In Buffalo, the heart of hockey country, hearts tonight are broken.

What was planned as a college reunion for friends instead became a tearful memorial. Missing from the ice was Maddy Loftus of New Jersey. The 24-year-old was on her way to visit her former Buffalo State teammates when flight 3407 fell from the sky.Her number 10 hanging above the bench.


The list of victims is as varied as they were remarkable.

64-year-old Saxophonist Gerry Niewood and Jazz Guitarist Coleman Mellett, 34, were both heading to Buffalo for a big gig with famed musician Chuck Mangione.

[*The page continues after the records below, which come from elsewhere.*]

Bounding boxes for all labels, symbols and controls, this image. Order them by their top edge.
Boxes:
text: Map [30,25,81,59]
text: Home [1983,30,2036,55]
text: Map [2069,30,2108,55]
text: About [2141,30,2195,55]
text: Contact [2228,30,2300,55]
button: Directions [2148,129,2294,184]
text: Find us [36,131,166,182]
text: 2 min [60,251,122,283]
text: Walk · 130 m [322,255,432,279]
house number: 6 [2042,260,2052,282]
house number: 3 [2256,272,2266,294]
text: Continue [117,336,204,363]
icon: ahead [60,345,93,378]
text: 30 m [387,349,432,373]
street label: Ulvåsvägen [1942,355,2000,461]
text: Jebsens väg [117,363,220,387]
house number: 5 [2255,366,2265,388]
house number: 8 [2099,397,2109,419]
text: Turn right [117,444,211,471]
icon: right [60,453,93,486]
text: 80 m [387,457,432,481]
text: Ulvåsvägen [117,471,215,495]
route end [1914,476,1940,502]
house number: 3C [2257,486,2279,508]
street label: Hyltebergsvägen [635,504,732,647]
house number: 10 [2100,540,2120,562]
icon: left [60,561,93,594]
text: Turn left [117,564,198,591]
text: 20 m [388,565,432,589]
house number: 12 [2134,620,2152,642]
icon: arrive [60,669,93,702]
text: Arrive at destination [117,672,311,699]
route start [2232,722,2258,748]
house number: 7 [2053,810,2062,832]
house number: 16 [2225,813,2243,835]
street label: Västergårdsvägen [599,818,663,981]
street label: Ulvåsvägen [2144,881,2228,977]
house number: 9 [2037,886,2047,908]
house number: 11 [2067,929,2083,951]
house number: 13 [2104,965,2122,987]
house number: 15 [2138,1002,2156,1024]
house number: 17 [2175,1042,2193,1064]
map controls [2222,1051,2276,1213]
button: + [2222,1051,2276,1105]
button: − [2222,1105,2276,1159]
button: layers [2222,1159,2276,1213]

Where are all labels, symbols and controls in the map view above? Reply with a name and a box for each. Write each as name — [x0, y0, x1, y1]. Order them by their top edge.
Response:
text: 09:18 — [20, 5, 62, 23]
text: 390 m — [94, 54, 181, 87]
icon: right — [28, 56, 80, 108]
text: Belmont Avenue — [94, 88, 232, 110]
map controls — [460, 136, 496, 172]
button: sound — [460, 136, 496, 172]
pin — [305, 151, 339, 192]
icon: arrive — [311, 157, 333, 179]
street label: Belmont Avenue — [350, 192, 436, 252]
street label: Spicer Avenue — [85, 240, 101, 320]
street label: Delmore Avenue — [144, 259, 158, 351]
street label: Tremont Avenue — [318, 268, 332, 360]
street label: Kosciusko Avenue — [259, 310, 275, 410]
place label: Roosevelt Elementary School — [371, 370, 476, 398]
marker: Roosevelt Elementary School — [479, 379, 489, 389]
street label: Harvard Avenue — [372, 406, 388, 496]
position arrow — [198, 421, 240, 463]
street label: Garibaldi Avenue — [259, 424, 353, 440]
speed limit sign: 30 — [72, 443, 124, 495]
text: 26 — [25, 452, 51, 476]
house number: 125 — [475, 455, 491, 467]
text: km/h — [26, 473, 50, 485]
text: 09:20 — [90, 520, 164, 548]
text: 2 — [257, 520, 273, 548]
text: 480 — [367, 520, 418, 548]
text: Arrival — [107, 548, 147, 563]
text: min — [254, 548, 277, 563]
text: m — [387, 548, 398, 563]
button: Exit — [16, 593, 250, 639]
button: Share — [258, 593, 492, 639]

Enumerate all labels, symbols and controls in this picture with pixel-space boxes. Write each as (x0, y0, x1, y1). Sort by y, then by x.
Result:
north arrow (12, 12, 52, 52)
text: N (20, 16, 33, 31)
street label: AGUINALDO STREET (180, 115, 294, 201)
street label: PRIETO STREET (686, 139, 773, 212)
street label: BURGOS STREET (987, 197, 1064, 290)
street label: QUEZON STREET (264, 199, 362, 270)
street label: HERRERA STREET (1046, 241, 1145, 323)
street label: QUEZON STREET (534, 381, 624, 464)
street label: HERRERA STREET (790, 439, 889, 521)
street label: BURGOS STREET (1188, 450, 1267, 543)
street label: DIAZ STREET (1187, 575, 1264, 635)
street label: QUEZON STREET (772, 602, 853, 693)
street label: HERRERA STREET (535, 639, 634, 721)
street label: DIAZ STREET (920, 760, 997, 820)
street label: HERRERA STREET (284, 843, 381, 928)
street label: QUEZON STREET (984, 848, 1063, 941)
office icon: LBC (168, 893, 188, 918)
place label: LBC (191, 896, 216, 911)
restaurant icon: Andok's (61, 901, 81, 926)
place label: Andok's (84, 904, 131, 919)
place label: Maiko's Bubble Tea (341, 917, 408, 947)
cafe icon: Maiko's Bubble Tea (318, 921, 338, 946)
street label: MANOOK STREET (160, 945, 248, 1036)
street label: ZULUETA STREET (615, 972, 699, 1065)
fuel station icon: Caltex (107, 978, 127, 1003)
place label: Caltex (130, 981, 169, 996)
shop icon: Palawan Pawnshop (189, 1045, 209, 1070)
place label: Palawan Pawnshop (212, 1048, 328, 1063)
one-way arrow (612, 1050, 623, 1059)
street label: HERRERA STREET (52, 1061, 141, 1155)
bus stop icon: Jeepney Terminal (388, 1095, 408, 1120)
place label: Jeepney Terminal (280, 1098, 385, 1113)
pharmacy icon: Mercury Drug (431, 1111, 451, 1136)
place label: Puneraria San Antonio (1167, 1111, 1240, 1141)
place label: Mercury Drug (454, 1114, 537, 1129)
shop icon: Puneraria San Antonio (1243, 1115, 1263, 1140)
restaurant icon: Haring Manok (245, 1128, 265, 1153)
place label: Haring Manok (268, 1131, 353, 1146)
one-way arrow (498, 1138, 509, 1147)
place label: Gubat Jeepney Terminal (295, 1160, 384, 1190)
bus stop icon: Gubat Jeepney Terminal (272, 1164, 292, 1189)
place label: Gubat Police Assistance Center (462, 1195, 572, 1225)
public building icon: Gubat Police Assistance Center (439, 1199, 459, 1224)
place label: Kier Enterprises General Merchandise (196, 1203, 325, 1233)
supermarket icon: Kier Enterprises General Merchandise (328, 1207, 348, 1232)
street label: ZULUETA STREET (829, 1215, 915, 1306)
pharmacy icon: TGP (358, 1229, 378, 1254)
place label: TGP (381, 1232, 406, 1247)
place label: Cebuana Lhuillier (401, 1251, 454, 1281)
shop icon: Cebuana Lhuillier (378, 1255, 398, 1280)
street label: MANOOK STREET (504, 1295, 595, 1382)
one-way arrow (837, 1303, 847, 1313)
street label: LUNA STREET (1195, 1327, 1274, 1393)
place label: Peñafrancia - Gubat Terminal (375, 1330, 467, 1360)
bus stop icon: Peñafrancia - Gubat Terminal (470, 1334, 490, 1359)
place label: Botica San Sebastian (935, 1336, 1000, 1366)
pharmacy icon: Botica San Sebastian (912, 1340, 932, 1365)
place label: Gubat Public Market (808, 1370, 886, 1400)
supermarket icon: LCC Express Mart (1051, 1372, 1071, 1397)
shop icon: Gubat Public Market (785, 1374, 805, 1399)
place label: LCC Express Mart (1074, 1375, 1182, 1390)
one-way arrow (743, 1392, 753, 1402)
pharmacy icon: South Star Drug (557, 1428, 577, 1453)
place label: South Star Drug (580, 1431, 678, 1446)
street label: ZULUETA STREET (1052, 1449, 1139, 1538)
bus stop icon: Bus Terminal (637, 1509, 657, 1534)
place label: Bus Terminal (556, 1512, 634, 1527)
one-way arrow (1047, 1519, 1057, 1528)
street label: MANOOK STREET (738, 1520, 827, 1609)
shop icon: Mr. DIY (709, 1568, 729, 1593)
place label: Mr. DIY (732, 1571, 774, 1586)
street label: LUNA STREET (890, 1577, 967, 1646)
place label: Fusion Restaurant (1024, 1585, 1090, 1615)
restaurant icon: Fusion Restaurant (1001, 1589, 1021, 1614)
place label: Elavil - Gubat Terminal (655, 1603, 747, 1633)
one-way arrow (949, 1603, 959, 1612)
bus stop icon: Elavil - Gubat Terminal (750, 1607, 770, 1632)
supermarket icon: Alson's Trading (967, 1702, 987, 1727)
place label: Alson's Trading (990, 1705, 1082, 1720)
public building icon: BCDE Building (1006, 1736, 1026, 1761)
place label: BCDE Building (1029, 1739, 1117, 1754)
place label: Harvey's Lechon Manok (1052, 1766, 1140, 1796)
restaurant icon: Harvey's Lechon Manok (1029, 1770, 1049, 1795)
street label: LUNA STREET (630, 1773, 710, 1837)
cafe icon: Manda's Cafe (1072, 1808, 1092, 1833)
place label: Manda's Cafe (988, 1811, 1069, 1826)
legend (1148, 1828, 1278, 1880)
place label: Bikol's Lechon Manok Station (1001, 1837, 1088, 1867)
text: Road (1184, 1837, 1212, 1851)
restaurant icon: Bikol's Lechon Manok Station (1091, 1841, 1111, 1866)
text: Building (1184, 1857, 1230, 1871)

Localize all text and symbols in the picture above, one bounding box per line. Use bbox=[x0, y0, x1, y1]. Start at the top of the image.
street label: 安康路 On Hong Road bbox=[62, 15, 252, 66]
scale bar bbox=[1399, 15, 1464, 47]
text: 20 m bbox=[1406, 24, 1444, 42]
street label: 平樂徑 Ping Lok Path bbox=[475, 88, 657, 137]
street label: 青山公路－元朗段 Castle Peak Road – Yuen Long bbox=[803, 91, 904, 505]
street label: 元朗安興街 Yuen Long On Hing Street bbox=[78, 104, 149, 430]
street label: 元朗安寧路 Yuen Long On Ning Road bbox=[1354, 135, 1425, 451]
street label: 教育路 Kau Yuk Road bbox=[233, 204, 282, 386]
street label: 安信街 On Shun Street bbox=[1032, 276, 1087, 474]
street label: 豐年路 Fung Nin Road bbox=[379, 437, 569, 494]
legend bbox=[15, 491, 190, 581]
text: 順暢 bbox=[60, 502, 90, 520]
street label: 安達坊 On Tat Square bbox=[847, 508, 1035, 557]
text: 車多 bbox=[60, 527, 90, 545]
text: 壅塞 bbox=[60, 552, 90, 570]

30-year-old Lorin Maurer was flying in to meet her boyfriend at his brother's wedding. It would be her first trip to Buffalo. Her boyfriend who didn't lose a single soldier as an Army Captain in Iraq, is now mourning her loss.

Ronald Gonzalez directed a youth program in New Jersey. The 44-year-old once led the outreach effort focused on AIDS in Buffalo's Latino Community.

In Florida, friends and relatives of the plane's pilot, Captain Marvin Renslow are still stunned.

Mary Pettys was third of ten siblings at the age of 50, she was looking forward to getting married for the first time this June.


In Clareance Center, a town of 28,000, is now trying to absorb the shock. Jaimee Lynn Trujillo was heading home just 4 doors away from the crash site still haunted by that night.

As the mourning begins, the stories of sorrow continue to emerge.

Meanwhile, the Former Spokesman for the FBI in Buffalo was booked on the doomed Continental Flight but circumstances would intervene and save his life.

Paul Moskal spoke with WGRZ in Buffalo talked by phone today.


"I was planning on coming back Thursday, but through a series of events that unfolded that were really beyond my control, I had an opportunity to move my flight up. So I took 3407 home a day early. I actually traveled back to Buffalo on Wednesday night," said Moskal.

When he was asked about how he felt when watching the news coverage.

Moskal said, "I was dumbfounded but more in the sense of 'oh my gosh" I can't believe this has happened to Buffalo. I can't believe this has happened to people I probably know."

Moskal says he is sad because when he's taken the flight before, he often recognizes people he knows.